Exploring the Synergistic Impacts of Cover Crops and Fertilization on Soil Microbial Metabolic Diversity in Dryland Soybean Production Systems Using Biolog EcoPlates

Abstract

The metabolic diversity of soil microbiota embodies diverse functional capabilities that support ecosystem resilience, driving essential biogeochemical processes and facilitating the optimization of sustainable agricultural systems. Integrating cover crops into agricultural systems cultivates a diverse array of metabolic activities among soil microbes, synergistically enhancing ecosystem services and bolstering soil health for sustainable and productive farming practices. In an effort to gain deeper insights and expand our knowledge, we conducted a study examining the effects of cover crops and fertilizer sources, thereby shedding light on their combined impacts on the metabolic activity dynamics of soil microbial communities. In this investigation, we employed a split-plot design with two factors: (a) cover crop with three solo cover crop species—Cereal rye (Secale cereale), wheat (Triticum aestivum), hairy vetch (Vicia villosa), and one mixture of mustard (Brassica rapa) and cereal rye (Secale cereale) (CC-mix), (b) Fertilizer source includes poultry litter, chemical fertilizer, and no-fertilizer treatments. We assessed the metabolic potential of soil microbiota by using carbon substrates utilizing Biolog EcoPlates. The findings revealed that the plots with CC-mix treatment exhibited greater metabolic diversity compared to the other treatments, while among the fertilizer sources, poultry litter demonstrated higher metabolic activity. Furthermore, both treatment factors predominantly metabolized carbohydrates and polymers compared to other carbon substrate categories.
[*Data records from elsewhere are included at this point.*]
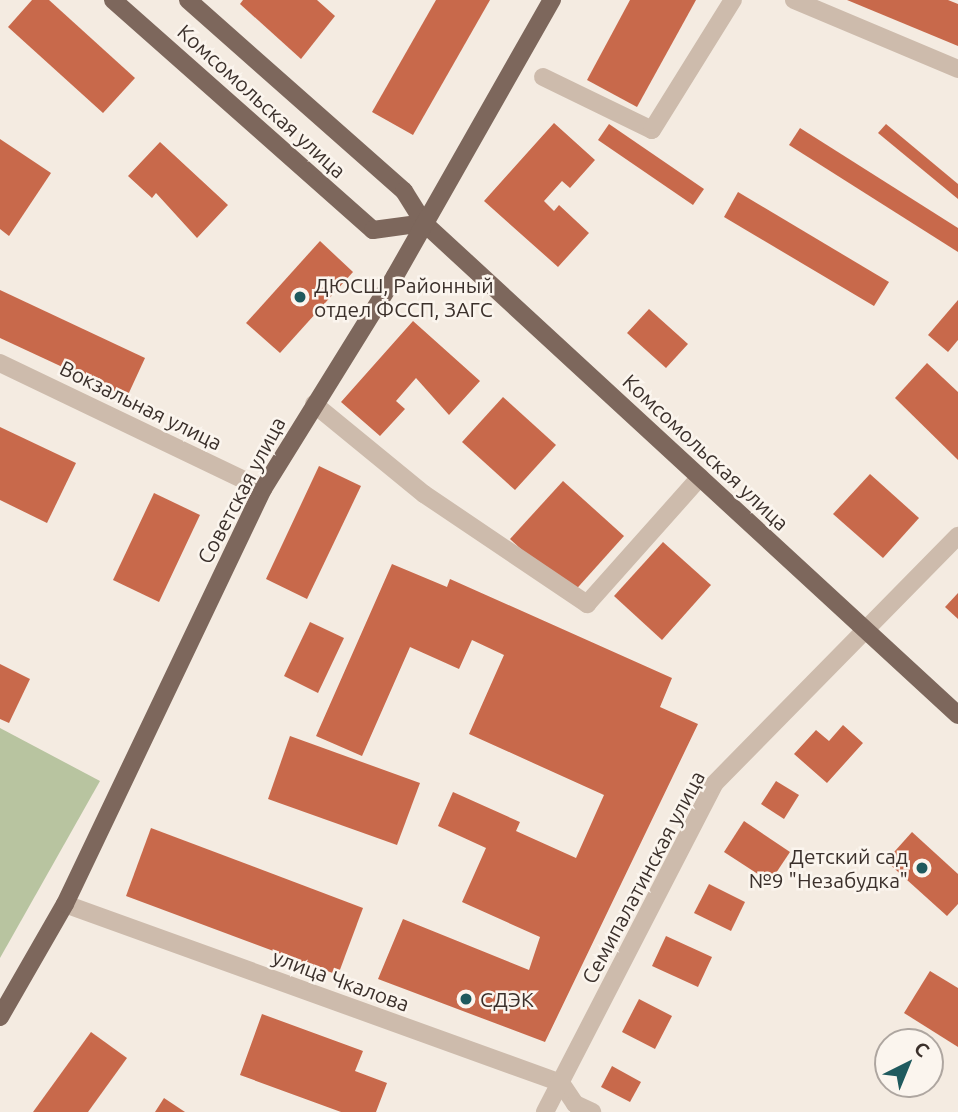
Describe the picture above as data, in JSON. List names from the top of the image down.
{
  "streets": {
    "main road": ["Комсомольская улица", "Советская улица"],
    "street": ["Вокзальная улица", "Семипалатинская улица", "улица Чкалова"]
  },
  "crossings": [
    ["Комсомольская улица", "Советская улица"],
    ["Комсомольская улица", "Семипалатинская улица"],
    ["Вокзальная улица", "Советская улица"],
    ["Советская улица", "улица Чкалова"],
    ["Семипалатинская улица", "улица Чкалова"]
  ],
  "places": ["ДЮСШ, Районный отдел ФССП, ЗАГС", "Детский сад №9 \"Незабудка\"", "СДЭК"],
  "north": "top right"
}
The principal component analysis accounted for 46.4% of the variance, collectively represented by PC1 and PC2, emphasizing the substantial contributions of carbohydrates, amino acids, and carboxylic acids to the observed metabolic diversity. Canonical correspondence analysis revealed that pH had positively correlated with microbial functional diversity, whereas total carbon (TC), total nitrogen (TN), and water-stable aggregates (WSA) showed a negative correlation. In conclusion, cover cropping and type of fertilizer source had a notable impact on soil microbial functional diversity, with the cover crop mixture exhibiting a more pronounced influence than the individual cover crop treatments.